A banda santista Tosco, cuja sonoridade agressiva é um híbrido e furioso crossover de thrash metal com hardcore, lançou o EP Brasil é o Crime. O novo trabalho do grupo traz uma faixa inédita e três versões para clássicos do Sacred Reich, Slayer e S.O.D. As três releituras nunca haviam sido lançadas digitalmente, mas podem ser encontradas como faixas “escondidas” nas versões físicas dos álbuns Revanche (2018) e Sem Concessões (2020). Por fim, Piece by Piece entrou no tributo Blood Painted Blood: A Brazilian Tribute to Slayer. A outra novidade é a entrada do baixista Carlos Diaz (ex-Vulcano, ex-Chemical Disaster, ex-Hierarchical Punishment), que já gravou a faixa Brasil é o Crime, no lugar de Ivan Pellicciotti, que atuará daqui para frente somente como produtor devido logística, já que agora o músico e produtor reside em Curitiba. Brasil é o Crime foi gravada no estúdio Play Rec, em Santos, por Fernando Bassetto, e produzida, mixada e masterizada por Ivan Pellicciotti, no estúdio O Beco, em Curitiba. “Essa nova música é um manifesto por todos nós, cidadãos brasileiros de bem, que infelizmente convivemos diariamente com o crime em todos os sentidos e em todas suas faces cruéis”, comenta Osvaldo Fernandez. “Foi a primeira música que fizemos para o terceiro álbum, antes da pandemia, e ela é muito influenciada pelo Black Sabbath e Slayer.
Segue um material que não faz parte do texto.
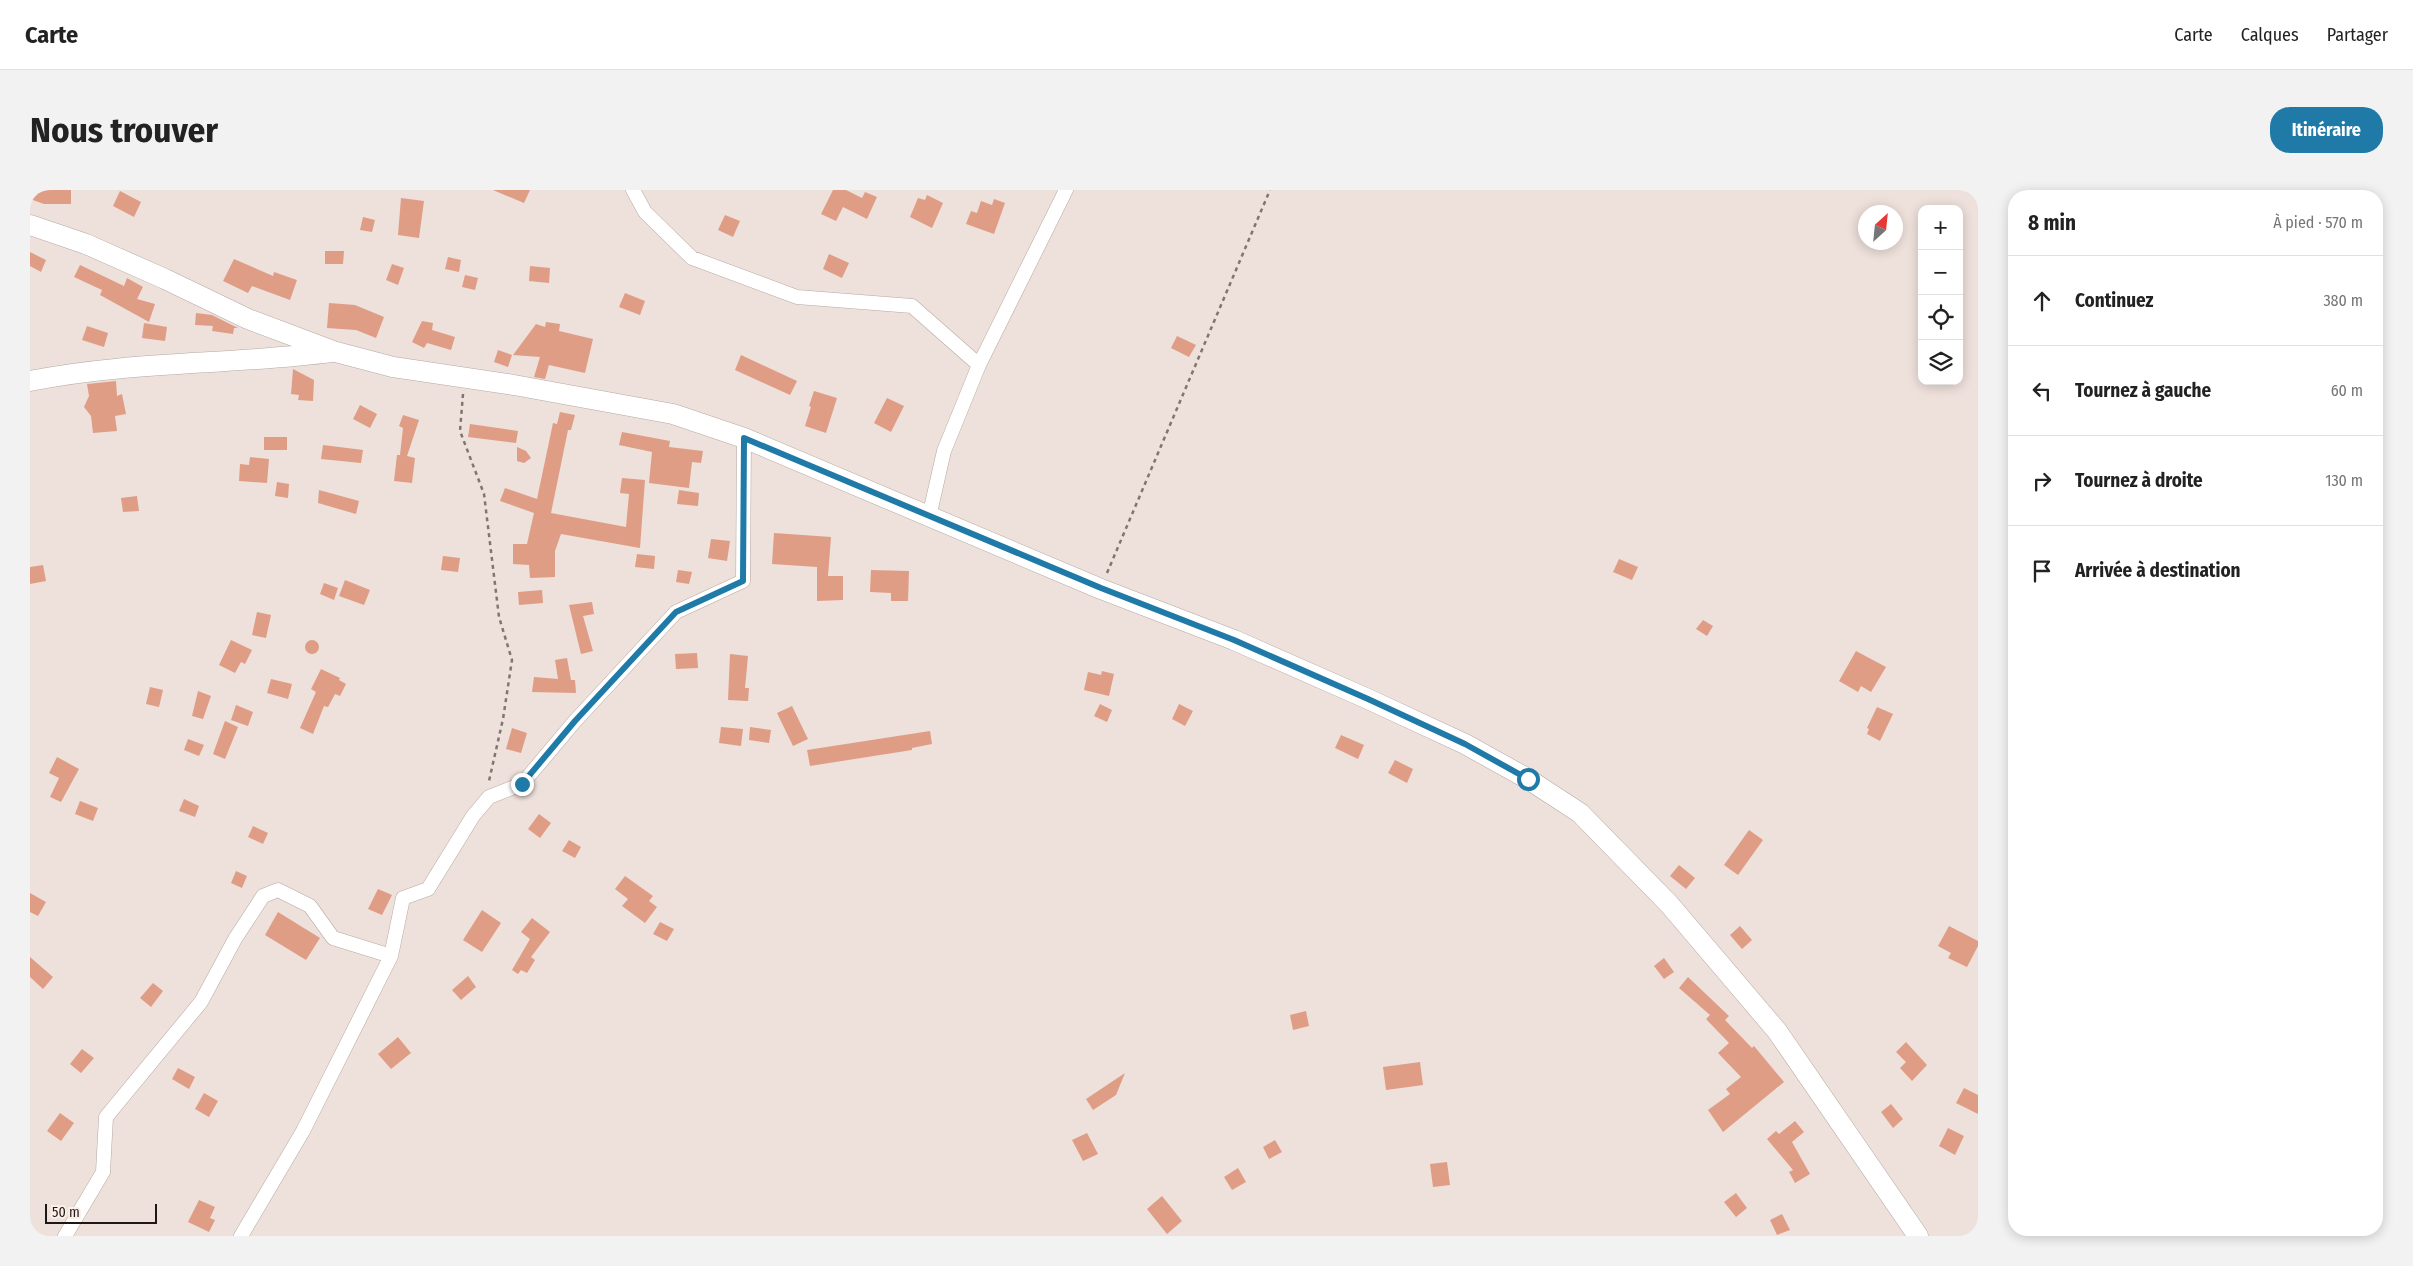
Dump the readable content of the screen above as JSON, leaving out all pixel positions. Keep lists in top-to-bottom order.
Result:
{
  "scale_bar": "50 m",
  "north": "top right",
  "page": {
    "header": "Carte",
    "nav": ["Carte", "Calques", "Partager"],
    "buttons": "Itinéraire",
    "title": "Nous trouver",
    "heading": ["8 min", "À pied · 570 m"],
    "map_buttons": ["+", "−"],
    "list": [
      ["Continuez", "380 m"],
      ["Tournez à gauche", "60 m"],
      ["Tournez à droite", "130 m"],
      "Arrivée à destination"
    ],
    "scale": "50 m"
  }
}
Queríamos criar uma atmosfera pesada para que o Osvaldo pudesse encaixar a letra também bem forte”, finalizou Ricardo Lima. Em janeiro de 2023, a banda seguirá os mesmos passos que a gravação de Brasil é o Crime“, e voltará ao estúdio Play Rec, em Santos/SP, partindo depois para a produção no O Beco, em Curitiba, tendo como previsão de lançamento do novo álbum, já com título definido como Agora é a sua Vez, para o primeiro semestre. Na quinta (15), através do canal internacional do Hardcore Worldwide, a banda promoverá o lançamento exclusivo do lyric video de Brasil é o Crime, criado pelo designer e músico Wanderley Perna (Genocídio). O Tosco é formado atualmente por Osvaldo Fernandez (vocal), Ricardo Lima (guitarra), Carlos Diaz (baixo) e Paulo Mariz (bateria).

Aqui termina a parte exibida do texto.